Source material START

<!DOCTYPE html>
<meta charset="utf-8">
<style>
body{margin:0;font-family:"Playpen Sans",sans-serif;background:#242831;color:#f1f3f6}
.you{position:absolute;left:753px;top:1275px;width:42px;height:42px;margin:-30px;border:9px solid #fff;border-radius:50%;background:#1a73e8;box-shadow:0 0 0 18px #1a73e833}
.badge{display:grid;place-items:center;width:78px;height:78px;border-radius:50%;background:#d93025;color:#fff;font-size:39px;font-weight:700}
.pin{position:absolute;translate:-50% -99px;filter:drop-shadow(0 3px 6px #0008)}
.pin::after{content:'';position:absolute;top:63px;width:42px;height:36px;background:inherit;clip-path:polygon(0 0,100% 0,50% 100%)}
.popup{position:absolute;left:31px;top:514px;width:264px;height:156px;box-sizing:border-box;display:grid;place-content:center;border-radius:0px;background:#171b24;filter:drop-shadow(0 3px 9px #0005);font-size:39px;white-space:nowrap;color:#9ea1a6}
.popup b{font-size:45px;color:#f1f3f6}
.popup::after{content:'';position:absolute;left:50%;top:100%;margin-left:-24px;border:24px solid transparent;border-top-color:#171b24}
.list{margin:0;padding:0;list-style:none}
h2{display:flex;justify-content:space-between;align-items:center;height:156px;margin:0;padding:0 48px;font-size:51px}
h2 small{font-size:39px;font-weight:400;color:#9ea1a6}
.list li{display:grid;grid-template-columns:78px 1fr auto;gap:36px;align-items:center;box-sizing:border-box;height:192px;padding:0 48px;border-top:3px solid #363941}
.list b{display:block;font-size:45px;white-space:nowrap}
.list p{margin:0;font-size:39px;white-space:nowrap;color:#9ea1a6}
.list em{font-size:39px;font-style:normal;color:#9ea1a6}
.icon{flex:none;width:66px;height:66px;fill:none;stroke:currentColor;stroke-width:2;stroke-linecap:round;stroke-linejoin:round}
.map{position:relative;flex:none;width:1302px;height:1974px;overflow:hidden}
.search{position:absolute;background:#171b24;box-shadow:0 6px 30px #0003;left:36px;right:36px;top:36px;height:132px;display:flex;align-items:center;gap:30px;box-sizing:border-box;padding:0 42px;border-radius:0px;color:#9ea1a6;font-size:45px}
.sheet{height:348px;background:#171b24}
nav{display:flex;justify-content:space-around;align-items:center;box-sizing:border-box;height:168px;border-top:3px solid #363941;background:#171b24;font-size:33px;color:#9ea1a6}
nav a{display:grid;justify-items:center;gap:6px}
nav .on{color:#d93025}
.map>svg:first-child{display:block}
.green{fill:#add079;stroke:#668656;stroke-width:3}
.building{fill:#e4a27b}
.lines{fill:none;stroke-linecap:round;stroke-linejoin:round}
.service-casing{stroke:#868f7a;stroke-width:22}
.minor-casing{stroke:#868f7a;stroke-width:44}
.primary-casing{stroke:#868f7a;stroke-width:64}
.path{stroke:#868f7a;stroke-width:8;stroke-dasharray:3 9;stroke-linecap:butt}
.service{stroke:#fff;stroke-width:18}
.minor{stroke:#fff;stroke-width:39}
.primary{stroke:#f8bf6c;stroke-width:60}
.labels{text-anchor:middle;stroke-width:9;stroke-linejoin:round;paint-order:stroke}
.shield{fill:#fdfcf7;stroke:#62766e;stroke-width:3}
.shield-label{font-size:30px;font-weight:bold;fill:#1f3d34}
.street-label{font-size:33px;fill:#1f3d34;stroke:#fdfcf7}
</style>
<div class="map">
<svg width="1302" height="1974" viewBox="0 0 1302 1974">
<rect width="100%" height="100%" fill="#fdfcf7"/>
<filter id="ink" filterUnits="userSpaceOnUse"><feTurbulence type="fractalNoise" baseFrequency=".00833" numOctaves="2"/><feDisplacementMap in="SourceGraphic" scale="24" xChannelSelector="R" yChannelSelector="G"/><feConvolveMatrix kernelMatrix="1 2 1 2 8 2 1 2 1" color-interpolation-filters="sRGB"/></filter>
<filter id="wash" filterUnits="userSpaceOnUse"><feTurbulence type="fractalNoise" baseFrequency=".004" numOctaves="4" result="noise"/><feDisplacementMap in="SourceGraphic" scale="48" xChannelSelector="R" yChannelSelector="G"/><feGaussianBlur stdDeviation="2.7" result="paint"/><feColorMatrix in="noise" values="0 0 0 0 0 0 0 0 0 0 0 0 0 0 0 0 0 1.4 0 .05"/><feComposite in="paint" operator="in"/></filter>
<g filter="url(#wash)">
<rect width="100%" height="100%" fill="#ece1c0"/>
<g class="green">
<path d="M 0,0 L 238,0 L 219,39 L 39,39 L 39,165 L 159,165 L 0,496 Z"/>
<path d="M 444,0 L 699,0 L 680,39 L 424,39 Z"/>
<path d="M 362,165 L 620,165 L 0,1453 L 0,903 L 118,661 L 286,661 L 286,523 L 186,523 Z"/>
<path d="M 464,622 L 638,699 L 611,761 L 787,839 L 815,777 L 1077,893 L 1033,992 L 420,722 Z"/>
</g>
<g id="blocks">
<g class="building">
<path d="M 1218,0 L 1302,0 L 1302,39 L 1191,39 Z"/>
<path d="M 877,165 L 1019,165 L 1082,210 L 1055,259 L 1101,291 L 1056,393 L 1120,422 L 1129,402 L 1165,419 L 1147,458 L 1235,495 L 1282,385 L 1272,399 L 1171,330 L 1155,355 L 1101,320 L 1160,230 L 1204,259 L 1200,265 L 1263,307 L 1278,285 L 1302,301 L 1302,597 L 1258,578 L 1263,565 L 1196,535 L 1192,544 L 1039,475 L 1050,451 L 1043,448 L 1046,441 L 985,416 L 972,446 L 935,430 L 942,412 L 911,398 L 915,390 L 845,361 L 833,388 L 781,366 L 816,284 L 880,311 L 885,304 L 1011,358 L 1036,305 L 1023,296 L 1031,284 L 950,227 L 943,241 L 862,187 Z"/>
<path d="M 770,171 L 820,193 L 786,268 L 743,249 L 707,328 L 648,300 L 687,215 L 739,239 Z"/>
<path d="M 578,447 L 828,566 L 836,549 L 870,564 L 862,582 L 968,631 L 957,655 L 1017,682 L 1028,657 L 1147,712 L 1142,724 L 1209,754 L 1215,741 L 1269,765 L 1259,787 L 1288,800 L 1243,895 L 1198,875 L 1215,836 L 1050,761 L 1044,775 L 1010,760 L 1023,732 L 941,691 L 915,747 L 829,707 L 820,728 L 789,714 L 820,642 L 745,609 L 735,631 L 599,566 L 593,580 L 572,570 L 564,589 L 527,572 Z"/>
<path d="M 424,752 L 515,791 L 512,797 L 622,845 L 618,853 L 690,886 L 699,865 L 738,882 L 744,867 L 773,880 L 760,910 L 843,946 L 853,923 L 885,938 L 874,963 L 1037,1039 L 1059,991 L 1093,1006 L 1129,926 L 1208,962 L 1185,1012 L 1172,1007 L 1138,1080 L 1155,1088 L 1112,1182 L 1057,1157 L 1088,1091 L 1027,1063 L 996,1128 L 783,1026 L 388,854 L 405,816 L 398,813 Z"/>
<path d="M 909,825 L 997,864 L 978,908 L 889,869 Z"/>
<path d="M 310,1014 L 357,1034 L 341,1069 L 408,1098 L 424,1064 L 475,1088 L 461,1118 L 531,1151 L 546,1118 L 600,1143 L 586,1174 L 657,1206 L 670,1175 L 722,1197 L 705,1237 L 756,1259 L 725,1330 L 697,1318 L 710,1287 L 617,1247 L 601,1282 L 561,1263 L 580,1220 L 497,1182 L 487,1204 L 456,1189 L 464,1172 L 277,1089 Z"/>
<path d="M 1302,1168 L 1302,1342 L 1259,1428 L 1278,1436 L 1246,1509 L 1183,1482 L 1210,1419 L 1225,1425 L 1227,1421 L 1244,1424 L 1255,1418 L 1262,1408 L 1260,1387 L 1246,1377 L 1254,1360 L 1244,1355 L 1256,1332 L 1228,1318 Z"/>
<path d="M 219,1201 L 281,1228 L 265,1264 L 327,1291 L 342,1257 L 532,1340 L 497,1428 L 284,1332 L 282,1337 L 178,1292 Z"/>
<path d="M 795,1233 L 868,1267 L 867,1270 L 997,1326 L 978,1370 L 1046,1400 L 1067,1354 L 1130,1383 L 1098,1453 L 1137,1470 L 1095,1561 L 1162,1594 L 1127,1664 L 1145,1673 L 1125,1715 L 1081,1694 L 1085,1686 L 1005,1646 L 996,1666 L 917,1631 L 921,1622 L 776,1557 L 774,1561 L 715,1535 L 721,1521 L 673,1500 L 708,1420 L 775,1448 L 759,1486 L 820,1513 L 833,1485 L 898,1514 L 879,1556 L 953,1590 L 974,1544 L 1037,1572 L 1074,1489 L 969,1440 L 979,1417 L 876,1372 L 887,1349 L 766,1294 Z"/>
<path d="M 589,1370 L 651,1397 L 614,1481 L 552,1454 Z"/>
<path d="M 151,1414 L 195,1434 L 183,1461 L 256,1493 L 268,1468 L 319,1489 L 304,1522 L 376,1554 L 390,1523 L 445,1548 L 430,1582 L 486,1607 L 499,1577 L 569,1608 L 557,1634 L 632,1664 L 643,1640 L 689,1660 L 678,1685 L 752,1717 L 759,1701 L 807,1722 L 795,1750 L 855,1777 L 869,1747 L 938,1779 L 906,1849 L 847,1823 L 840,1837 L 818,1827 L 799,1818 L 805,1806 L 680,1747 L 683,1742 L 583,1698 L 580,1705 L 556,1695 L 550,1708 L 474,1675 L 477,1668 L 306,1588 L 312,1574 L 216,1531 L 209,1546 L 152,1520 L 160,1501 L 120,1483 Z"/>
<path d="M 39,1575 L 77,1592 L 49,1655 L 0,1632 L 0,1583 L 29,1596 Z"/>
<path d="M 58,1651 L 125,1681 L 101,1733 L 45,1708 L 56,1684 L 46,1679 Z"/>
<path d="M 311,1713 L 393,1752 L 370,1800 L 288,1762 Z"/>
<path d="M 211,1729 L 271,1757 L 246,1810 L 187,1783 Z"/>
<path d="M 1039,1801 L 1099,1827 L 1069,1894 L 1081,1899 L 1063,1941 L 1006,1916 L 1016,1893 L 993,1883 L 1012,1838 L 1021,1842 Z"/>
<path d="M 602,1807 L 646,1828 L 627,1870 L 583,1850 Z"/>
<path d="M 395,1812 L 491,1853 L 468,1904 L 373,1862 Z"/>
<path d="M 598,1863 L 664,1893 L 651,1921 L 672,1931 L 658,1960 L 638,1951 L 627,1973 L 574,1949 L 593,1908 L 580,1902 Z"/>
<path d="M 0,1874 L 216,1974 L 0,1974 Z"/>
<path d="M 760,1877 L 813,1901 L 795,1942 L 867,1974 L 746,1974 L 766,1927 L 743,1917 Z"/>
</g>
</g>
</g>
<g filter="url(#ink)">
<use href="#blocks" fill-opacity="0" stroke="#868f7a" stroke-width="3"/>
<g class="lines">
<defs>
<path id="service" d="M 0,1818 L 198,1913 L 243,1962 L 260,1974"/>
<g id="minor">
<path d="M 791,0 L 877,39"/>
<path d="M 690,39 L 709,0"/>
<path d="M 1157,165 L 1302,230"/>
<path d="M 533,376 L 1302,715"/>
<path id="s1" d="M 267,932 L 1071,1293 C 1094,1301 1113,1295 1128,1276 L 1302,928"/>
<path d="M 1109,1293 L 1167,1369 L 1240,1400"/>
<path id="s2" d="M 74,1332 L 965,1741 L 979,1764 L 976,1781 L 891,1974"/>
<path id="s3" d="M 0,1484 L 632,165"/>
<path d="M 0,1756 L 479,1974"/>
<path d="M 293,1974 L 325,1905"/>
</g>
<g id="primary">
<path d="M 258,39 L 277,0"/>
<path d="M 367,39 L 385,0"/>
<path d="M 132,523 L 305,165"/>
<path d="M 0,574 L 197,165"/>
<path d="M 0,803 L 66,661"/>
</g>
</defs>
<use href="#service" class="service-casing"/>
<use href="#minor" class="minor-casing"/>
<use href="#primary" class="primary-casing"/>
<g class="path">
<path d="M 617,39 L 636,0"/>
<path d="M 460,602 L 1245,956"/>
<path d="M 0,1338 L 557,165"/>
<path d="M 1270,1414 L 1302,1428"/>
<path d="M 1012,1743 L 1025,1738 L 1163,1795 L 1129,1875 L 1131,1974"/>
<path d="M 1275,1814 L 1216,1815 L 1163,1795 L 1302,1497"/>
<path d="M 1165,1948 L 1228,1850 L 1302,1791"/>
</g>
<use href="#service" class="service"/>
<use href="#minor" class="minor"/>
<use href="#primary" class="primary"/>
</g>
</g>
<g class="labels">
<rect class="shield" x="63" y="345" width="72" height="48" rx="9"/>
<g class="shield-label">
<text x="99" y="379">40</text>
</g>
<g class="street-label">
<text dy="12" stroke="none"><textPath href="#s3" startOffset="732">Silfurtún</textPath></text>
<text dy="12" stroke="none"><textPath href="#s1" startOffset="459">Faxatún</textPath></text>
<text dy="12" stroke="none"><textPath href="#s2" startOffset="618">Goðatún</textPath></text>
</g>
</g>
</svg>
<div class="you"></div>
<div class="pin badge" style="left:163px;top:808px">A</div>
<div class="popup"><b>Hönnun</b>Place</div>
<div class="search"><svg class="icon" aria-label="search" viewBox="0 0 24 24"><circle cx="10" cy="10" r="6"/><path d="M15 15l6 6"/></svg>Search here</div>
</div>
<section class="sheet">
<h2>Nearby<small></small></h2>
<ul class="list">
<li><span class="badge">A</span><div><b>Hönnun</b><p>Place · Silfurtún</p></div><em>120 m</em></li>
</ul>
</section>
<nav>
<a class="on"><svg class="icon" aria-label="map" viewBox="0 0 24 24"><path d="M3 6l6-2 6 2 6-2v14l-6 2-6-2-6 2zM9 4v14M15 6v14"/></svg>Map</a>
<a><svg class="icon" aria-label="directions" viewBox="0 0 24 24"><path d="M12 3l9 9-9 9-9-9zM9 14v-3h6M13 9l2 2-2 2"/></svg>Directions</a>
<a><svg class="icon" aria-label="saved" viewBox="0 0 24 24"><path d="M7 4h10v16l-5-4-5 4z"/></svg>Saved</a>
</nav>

Source material END

Task item: Go through the material above and copy each line that holds the string "list".

Exercise output:
.list{margin:0;padding:0;list-style:none}
.list li{display:grid;grid-template-columns:78px 1fr auto;gap:36px;align-items:center;box-sizing:border-box;height:192px;padding:0 48px;border-top:3px solid #363941}
.list b{display:block;font-size:45px;white-space:nowrap}
.list p{margin:0;font-size:39px;white-space:nowrap;color:#9ea1a6}
.list em{font-size:39px;font-style:normal;color:#9ea1a6}
<ul class="list">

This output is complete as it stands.